AIM OF THE EXERCISE → Please reproduce the lines of the records below from the one holding "Describe this picture" through the one holding "Summarize the content", inclusive, skipping all pictures.
*** Opening DATA TO USE ***
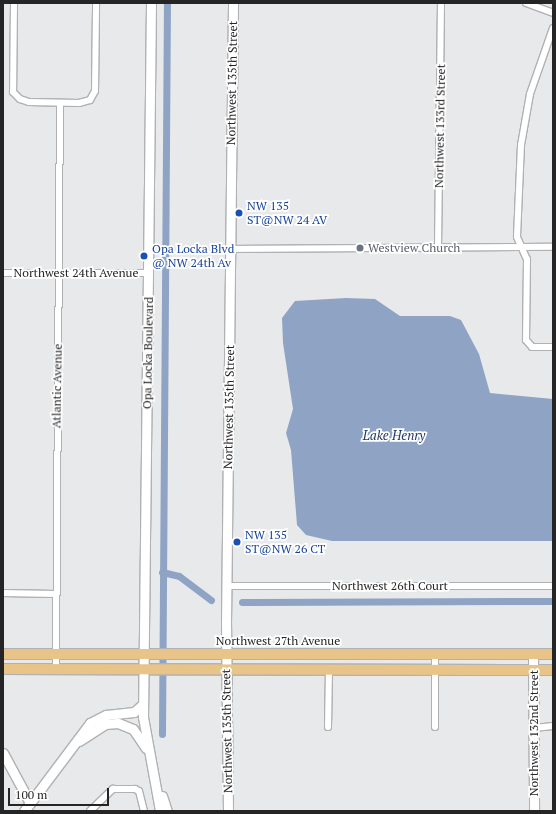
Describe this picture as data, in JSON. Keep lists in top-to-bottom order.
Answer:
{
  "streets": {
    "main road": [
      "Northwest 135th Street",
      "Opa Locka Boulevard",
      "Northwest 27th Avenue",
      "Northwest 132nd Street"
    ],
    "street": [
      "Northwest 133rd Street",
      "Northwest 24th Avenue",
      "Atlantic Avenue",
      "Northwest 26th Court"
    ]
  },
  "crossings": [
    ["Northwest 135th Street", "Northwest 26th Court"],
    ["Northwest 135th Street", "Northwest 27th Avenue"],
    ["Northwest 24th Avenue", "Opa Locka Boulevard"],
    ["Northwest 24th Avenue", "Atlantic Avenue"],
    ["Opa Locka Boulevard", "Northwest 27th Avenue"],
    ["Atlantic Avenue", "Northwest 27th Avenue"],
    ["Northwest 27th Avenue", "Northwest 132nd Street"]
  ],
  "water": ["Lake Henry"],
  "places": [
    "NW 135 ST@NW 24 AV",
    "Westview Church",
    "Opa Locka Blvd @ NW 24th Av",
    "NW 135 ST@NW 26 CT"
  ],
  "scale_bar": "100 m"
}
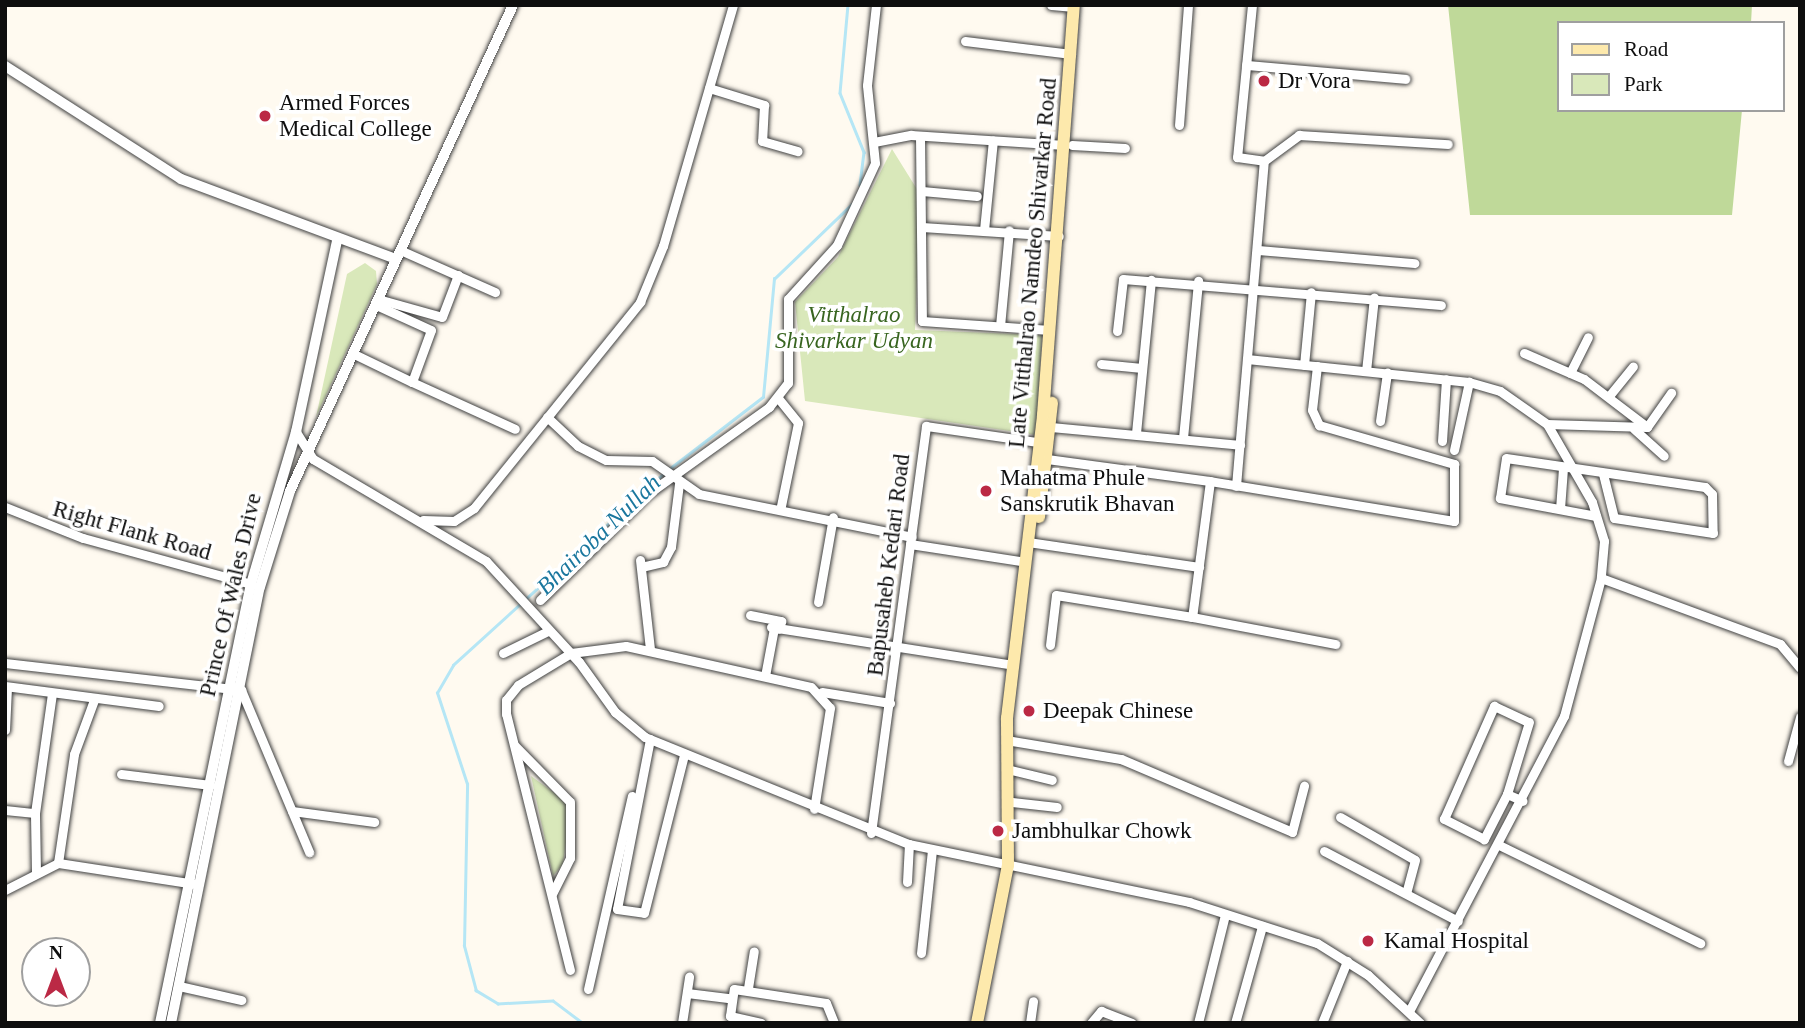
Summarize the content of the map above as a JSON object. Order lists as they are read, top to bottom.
*** Closing DATA TO USE ***
*** Opening DATA TO USE ***
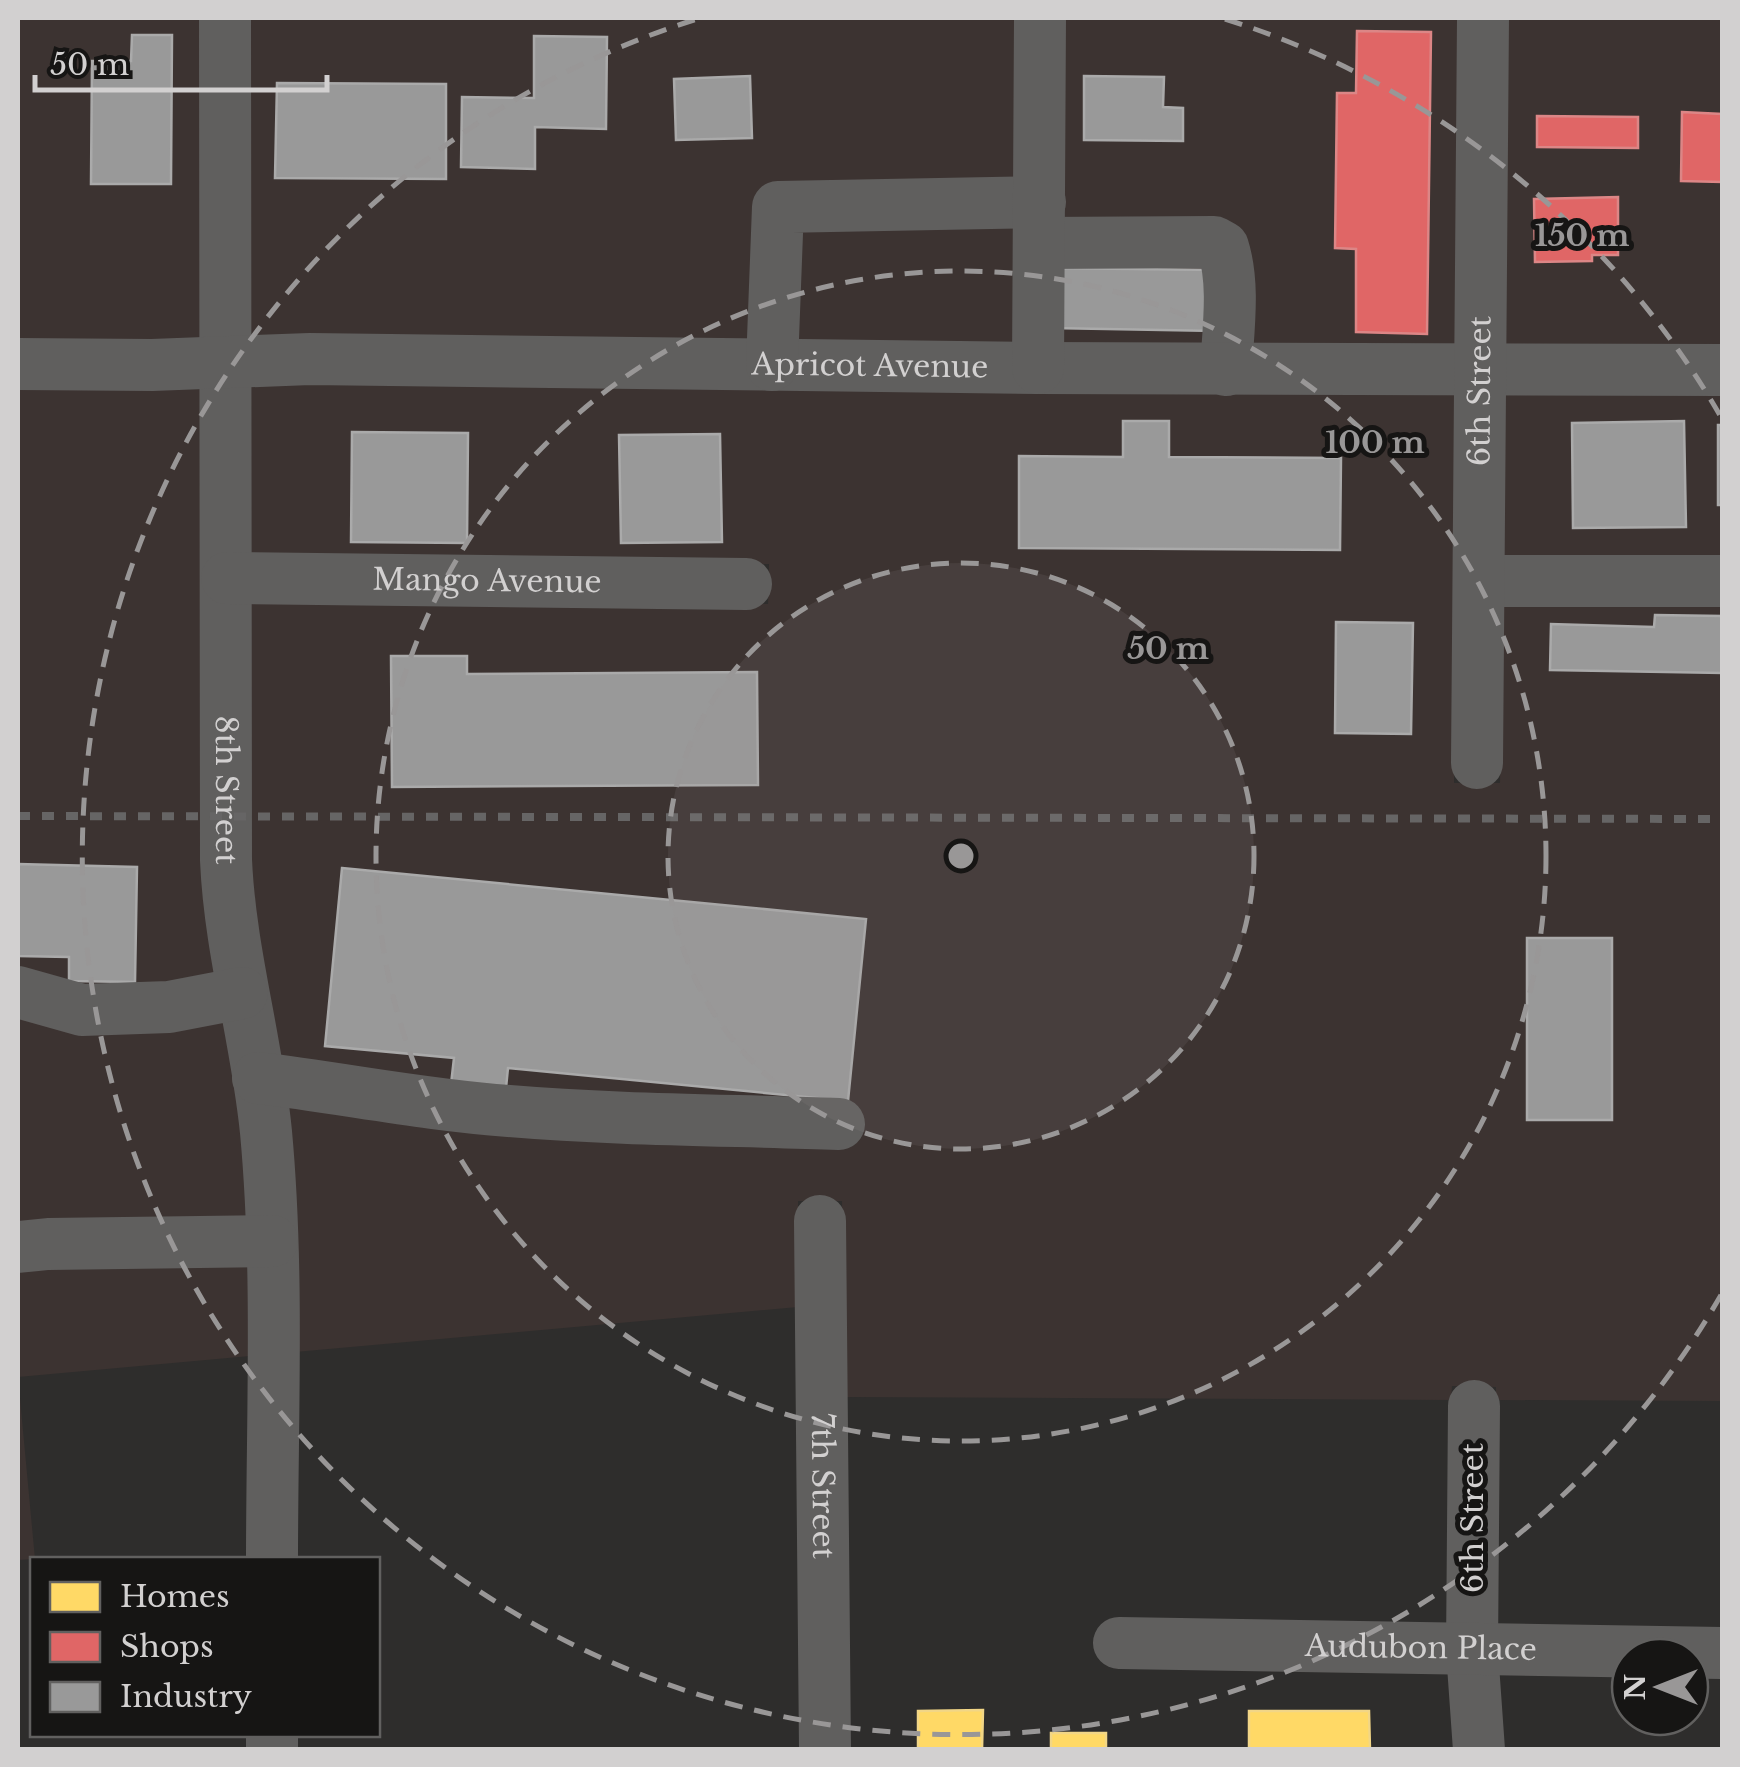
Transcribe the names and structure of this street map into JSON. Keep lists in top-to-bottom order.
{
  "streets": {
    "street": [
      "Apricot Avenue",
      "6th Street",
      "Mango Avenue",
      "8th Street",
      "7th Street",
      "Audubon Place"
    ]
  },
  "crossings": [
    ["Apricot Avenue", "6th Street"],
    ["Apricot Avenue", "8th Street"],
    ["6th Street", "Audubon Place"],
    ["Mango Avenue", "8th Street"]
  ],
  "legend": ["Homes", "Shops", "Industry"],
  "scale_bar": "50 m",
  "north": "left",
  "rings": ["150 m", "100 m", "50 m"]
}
*** Closing DATA TO USE ***
SOLUTION TO THE EXERCISE →
Describe this picture as data, in JSON. Keep lists in top-to-bottom order.
Answer:
{
  "streets": {
    "main road": [
      "Northwest 135th Street",
      "Opa Locka Boulevard",
      "Northwest 27th Avenue",
      "Northwest 132nd Street"
    ],
    "street": [
      "Northwest 133rd Street",
      "Northwest 24th Avenue",
      "Atlantic Avenue",
      "Northwest 26th Court"
    ]
  },
  "crossings": [
    ["Northwest 135th Street", "Northwest 26th Court"],
    ["Northwest 135th Street", "Northwest 27th Avenue"],
    ["Northwest 24th Avenue", "Opa Locka Boulevard"],
    ["Northwest 24th Avenue", "Atlantic Avenue"],
    ["Opa Locka Boulevard", "Northwest 27th Avenue"],
    ["Atlantic Avenue", "Northwest 27th Avenue"],
    ["Northwest 27th Avenue", "Northwest 132nd Street"]
  ],
  "water": ["Lake Henry"],
  "places": [
    "NW 135 ST@NW 24 AV",
    "Westview Church",
    "Opa Locka Blvd @ NW 24th Av",
    "NW 135 ST@NW 26 CT"
  ],
  "scale_bar": "100 m"
}
Summarize the content of the map above as a JSON object. Order lists as they are read, top to bottom.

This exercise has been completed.